Stick to value, returns will follow

Last Updated: Wed, Oct 10, 2012 10:10 hrs

Value investing in equities has many takers. Some, like Warren Buffet and Benjamin Graham, have honed it to perfection. But it is a concept that could work even for ordinary investors. Typically, it is a low-risk way of investing in good companies. Value stocks give predictable but lower returns as compared to growth stocks.

Value investing is picking up stocks of those companies whose inherent values are much more than the prevailing prices. The price is lower because of the perception that the company is not a high-growth company or an aggressive company and, hence, the returns may be lower. Therefore, prices of such stocks are lower than the inherent value.

Raghavendra Nath, managing director (MD) and chief executive officer (CEO), Ladderup Wealth Management explains, “When you invest in growth stocks, you are ready to pay higher price expecting that the high growth will become even higher. As against this, when you invest in value stocks you are very conscious of the price you are investing at.”

Most cyclical sectors would fall in this category, says Nath. Some of these could be sectors like metals or shipping. In case of shipping, for instance, when the business cycle is good, shipping companies add capacity. But when the business cycle turns bad, the capacity becomes excess and margins get hit.

Another category of value stocks are stocks is high dividend yield paying companies. Here, the perception is that the company is not deploying profits back into the business, Instead, it is using the profits to reward investors and itself. Therefore, the assumption is that the company may not be expecting high growth in future and hence, the stocks are valued lower.

However, value investing does not mean only picking up stocks at low values. That is a misconception, says G Chokkalingam, chief investment officer (CIO) and executive director (ED), Centrum Wealth Management.

“Trying to pick stocks through value investing might lead to investors ending up with dud scrips. So, it is up to the investor to weed out such scrips. One must look at the consistency of profitability, whether the company is undergoing any debt restructuring exercise and at the promoter stake in the company. If the promoter stake in the company has seen a sharp decline then it is a wrong sign,” he warns.

When it comes to value investing there are some parameters that an investor needs to keep in mind. One should thoroughly read the balance sheet of the company. Also, look at the dividend history of the company and its tax liabilities. Take a look at the top line and bottom line of the company over the last two to three years, says Alex Mathews, head of research, Geojit BNP Paribas Financial Services.

At any point in time you will find stocks which are low in value. In different market situations you will find value stocks in different sectors.

Today, for instance, infra stocks are value stocks because India's infrastructure story is yet to unfold. When it does these companies will gain. Real estate could also be a value sector, in today’s market. One can also get good value bets in the banking sector as there is good scope for price appreciation.

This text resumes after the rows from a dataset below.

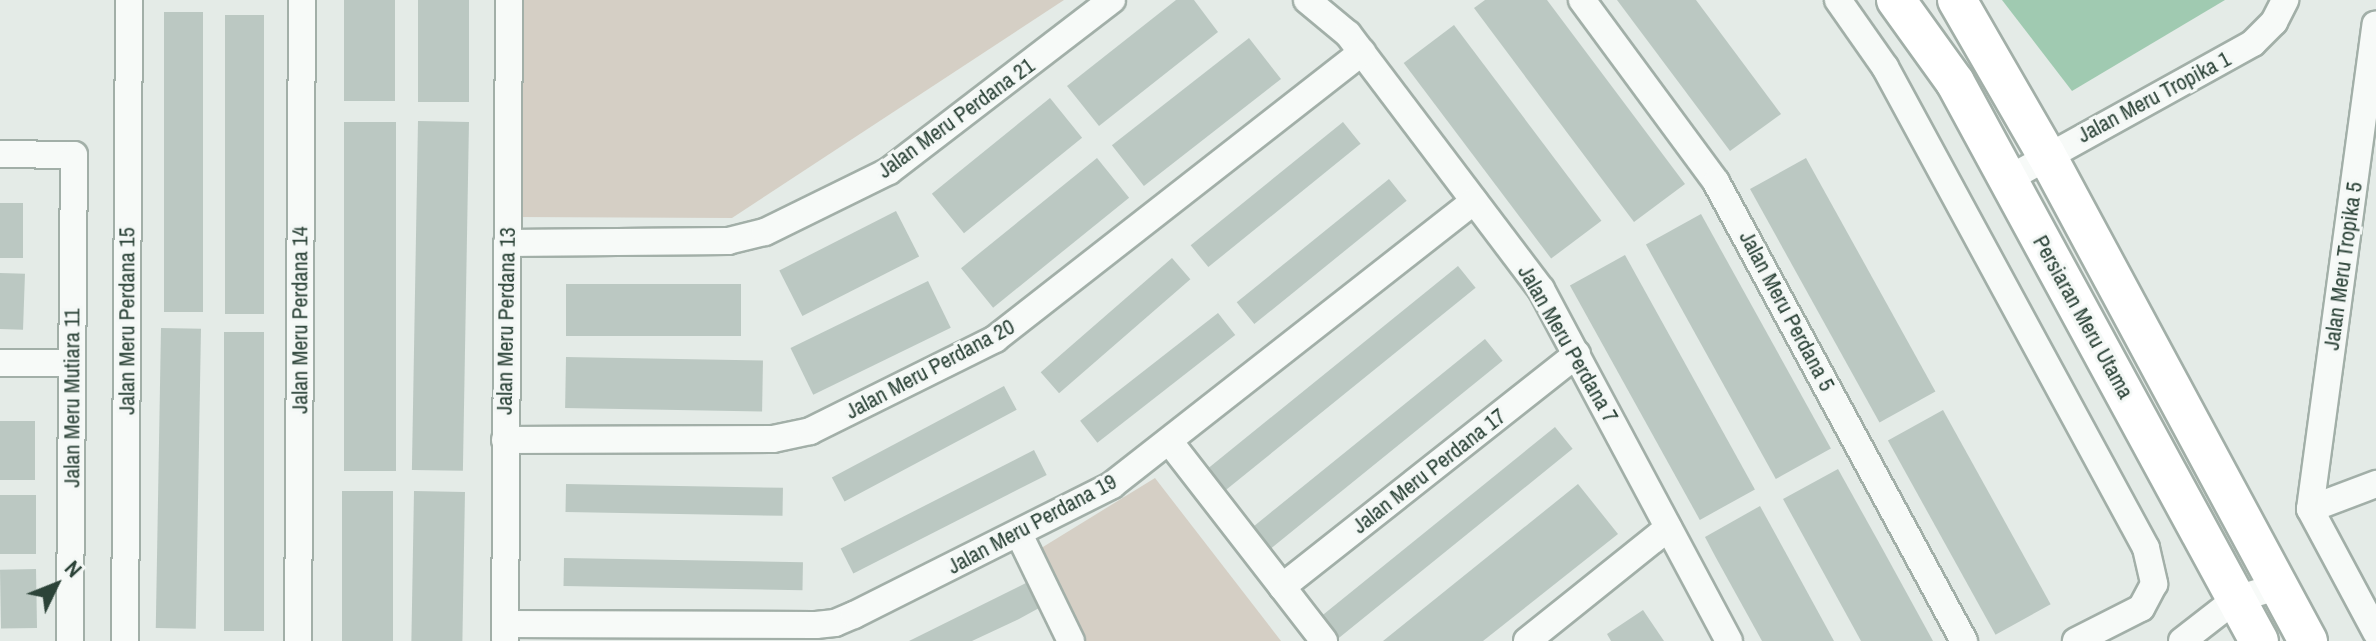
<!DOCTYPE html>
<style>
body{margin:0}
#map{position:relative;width:2376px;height:641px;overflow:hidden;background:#e4ebe7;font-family:"Archivo Narrow",sans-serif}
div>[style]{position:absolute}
.green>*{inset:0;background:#d5cfc5}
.water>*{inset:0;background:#a0cab1}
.building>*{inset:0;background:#bbc8c2;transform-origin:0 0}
.roads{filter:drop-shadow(2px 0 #a2afa8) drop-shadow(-2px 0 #a2afa8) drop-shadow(0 2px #a2afa8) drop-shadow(0 -2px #a2afa8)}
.street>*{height:26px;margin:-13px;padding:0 13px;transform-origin:13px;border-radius:13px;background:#f7faf8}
.secondary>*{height:38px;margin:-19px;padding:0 19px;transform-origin:19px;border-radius:19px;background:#fff}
span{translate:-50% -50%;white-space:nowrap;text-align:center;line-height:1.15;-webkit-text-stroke:6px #f4f8f6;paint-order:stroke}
.street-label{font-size:22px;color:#2c4338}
.north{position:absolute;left:16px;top:545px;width:80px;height:80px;-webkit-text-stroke:6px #f4f8f6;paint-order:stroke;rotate:47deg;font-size:22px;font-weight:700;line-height:32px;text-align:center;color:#2c4338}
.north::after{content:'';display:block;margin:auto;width:28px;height:36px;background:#2c4338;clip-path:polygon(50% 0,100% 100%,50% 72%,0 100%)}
</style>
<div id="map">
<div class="green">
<i style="clip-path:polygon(520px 0,1064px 0,732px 218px,515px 217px)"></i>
<i style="clip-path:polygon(1155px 478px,1281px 641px,1078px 641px,1038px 550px)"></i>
</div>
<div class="water">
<i style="clip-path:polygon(2002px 0,2225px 0,2072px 91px)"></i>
</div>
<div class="building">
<i style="left:344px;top:0;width:51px;height:101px"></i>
<i style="left:418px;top:0;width:51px;height:102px"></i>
<i style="clip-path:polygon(1176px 0,1194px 0,1218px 32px,1099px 126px,1067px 86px)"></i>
<i style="clip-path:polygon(1485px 0,1547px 0,1685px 184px,1634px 222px,1474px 8px)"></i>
<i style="clip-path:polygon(1617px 0,1696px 0,1781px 114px,1730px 151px)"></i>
<i style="left:164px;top:12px;width:39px;height:300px"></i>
<i style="left:225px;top:15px;width:39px;height:299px"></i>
<i style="left:1454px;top:25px;width:245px;height:63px;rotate:53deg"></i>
<i style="left:1249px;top:38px;width:52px;height:174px;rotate:52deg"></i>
<i style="left:1050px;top:98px;width:51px;height:152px;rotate:51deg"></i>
<i style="left:418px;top:121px;width:51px;height:349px;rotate:1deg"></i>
<i style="left:344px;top:122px;width:52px;height:349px"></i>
<i style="left:1343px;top:122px;width:28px;height:196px;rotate:51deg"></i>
<i style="left:1097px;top:158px;width:51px;height:175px;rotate:51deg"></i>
<i style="left:1806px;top:158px;width:267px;height:64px;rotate:61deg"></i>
<i style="left:1389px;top:179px;width:28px;height:196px;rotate:51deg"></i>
<i style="left:0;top:203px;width:23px;height:55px"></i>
<i style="left:896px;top:211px;width:51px;height:131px;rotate:63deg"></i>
<i style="left:1701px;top:214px;width:268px;height:63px;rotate:61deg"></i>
<i style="left:1625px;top:255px;width:268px;height:63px;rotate:61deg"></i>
<i style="left:1172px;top:258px;width:28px;height:174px;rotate:49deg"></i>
<i style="left:1458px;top:266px;width:28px;height:327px;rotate:51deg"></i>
<i style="left:0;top:273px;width:25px;height:56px;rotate:2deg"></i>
<i style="left:928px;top:281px;width:52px;height:153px;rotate:64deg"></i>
<i style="left:566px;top:284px;width:175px;height:52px"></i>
<i style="left:1218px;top:313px;width:28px;height:175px;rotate:52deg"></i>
<i style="left:161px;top:328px;width:40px;height:300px;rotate:1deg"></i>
<i style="left:224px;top:332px;width:40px;height:299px"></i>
<i style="left:1485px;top:339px;width:28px;height:303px;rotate:51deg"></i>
<i style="left:566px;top:357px;width:197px;height:51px;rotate:1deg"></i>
<i style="left:1004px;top:386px;width:27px;height:195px;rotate:62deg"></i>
<i style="left:1943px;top:410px;width:222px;height:63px;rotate:61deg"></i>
<i style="left:0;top:421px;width:35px;height:59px"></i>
<i style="left:1555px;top:427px;width:28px;height:304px;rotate:51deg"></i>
<i style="left:1034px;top:450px;width:28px;height:217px;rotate:63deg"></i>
<i style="clip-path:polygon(1838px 469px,1882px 548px,1933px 641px,1861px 641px,1783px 499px)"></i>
<i style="left:566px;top:484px;width:217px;height:28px;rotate:1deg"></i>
<i style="clip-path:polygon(1578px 484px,1618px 534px,1483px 641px,1383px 641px)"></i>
<i style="left:342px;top:491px;width:51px;height:150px"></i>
<i style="left:414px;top:491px;width:51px;height:150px;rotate:1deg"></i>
<i style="left:0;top:495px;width:36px;height:59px"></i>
<i style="clip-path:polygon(1760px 506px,1793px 566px,1834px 641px,1762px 641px,1715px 556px,1705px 537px)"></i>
<i style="left:564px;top:558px;width:239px;height:28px;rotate:1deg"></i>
<i style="left:36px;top:569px;width:59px;height:36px;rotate:89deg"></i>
<i style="clip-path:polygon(1026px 583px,1039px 608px,1019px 619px,972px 641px,909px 641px)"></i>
<i style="clip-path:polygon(1643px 610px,1664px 641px,1611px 641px,1607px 634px)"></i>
</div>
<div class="roads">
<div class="street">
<i style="left:1307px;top:0;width:53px;rotate:39.7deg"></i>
<i style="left:1348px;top:34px;width:320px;rotate:52.9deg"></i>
<i style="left:1541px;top:289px;width:399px;rotate:61.9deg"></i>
<i style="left:1582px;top:0;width:226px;rotate:53.6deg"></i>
<i style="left:1716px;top:182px;width:522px;rotate:61.62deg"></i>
<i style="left:1838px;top:0;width:82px;rotate:55deg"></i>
<i style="left:1885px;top:67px;width:547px;rotate:61.51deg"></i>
<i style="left:2146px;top:548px;width:37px;rotate:77deg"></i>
<i style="left:2154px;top:584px;width:27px;rotate:118deg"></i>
<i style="left:2141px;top:608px;width:73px;rotate:153.1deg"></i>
<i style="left:0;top:154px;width:74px;rotate:0.8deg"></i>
<i style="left:74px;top:155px;width:486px;rotate:90.5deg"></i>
<i style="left:2008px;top:179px;width:280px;rotate:-29deg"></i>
<i style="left:2253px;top:43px;width:30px;rotate:-45deg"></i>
<i style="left:2274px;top:22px;width:25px;rotate:-63deg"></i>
<i style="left:507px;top:243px;width:221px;rotate:-0.5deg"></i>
<i style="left:728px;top:241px;width:38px;rotate:-14deg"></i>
<i style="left:765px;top:232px;width:138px;rotate:-26.2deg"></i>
<i style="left:889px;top:171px;width:281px;rotate:-37.5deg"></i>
<i style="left:0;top:363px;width:72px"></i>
<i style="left:505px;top:440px;width:268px;rotate:-0.2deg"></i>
<i style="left:773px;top:439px;width:38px;rotate:-12deg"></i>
<i style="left:810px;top:431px;width:207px;rotate:-26.4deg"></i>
<i style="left:995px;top:339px;width:466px;rotate:-38deg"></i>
<i style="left:1169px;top:441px;width:253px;rotate:52.2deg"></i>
<i style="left:2310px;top:509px;width:489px;rotate:-82.3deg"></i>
<i style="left:2310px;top:509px;width:140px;rotate:61.8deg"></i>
<i style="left:2310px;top:509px;width:71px;rotate:-20.7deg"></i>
<i style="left:1019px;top:534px;width:119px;rotate:64.1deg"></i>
<i style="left:1282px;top:587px;width:376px;rotate:-38.3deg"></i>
<i style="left:505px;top:624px;width:311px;rotate:0.2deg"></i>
<i style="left:816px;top:625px;width:19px;rotate:-6deg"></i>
<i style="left:835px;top:623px;width:21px;rotate:-23deg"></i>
<i style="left:854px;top:615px;width:289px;rotate:-26.7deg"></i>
<i style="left:1112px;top:485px;width:460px;rotate:-38.1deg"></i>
<i style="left:505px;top:640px;width:640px;rotate:-89.64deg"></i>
<i style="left:125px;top:641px;width:641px;rotate:-89.64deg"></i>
<i style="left:298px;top:641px;width:641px;rotate:-89.64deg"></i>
<i style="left:1527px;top:641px;width:181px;rotate:-38.7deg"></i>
<i style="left:2182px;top:641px;width:68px;rotate:-37.9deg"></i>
<i style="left:2236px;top:599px;width:46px;rotate:-16.5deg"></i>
</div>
<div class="secondary">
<i style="left:1896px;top:0;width:101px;rotate:54.3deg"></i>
<i style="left:1955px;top:82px;width:636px;rotate:61.46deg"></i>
<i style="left:1957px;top:0;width:178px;rotate:60deg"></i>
<i style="left:2046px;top:154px;width:553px;rotate:61.72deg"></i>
</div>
</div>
<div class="street-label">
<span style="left:2154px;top:97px;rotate:-28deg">Jalan Meru Tropika 1</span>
<span style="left:956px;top:118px;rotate:-36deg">Jalan Meru Perdana 21</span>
<span style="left:2343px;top:266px;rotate:-82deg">Jalan Meru Tropika 5</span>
<span style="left:1787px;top:311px;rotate:62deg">Jalan Meru Perdana 5</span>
<span style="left:2083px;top:317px;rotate:61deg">Persiaran Meru Utama</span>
<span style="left:300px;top:320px;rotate:-90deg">Jalan Meru Perdana 14</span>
<span style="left:127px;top:321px;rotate:-90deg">Jalan Meru Perdana 15</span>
<span style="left:506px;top:321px;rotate:-89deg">Jalan Meru Perdana 13</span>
<span style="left:1568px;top:344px;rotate:60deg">Jalan Meru Perdana 7</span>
<span style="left:930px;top:369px;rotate:-28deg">Jalan Meru Perdana 20</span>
<span style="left:72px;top:398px;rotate:-90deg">Jalan Meru Mutiara 11</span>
<span style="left:1429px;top:471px;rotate:-38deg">Jalan Meru Perdana 17</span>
<span style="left:1032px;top:524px;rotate:-28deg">Jalan Meru Perdana 19</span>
</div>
<div class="north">N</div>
</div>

Investors who are not comfortable investing directly in equities, can choose mutual funds which follow value investing. Most of the big fund houses have schemes that follow this strategy of investing.

According to S Naren, CIO, equity, ICICI Prudential Mutual Fund, value investing is not time dependent and it is the best strategy when there is pessimism in the market. “Such schemes look for stocks that may be beaten down because of recent underperformance. It is a style of investing that has worked well globally,” he says.

These funds are apt for investors with low risk appetite. Investors who do not have a lumpsum to invest, but want to enter the equities market, can opt to invest in such funds through a systematic investment plan.

In the last one year, the BSE Sensex has gone up by 14.03 per cent, Nifty by 15.38 per cent and BSE mid-cap by 7.79 per cent. In comparison, some of the schemes that fall under the value investing concept have given better returns. For instance, ICICI Prudential Discovery has given 24.17 per cent, HDFC Capital Builder 14.59 per cent and Fidelity India Value 16.54 per cent.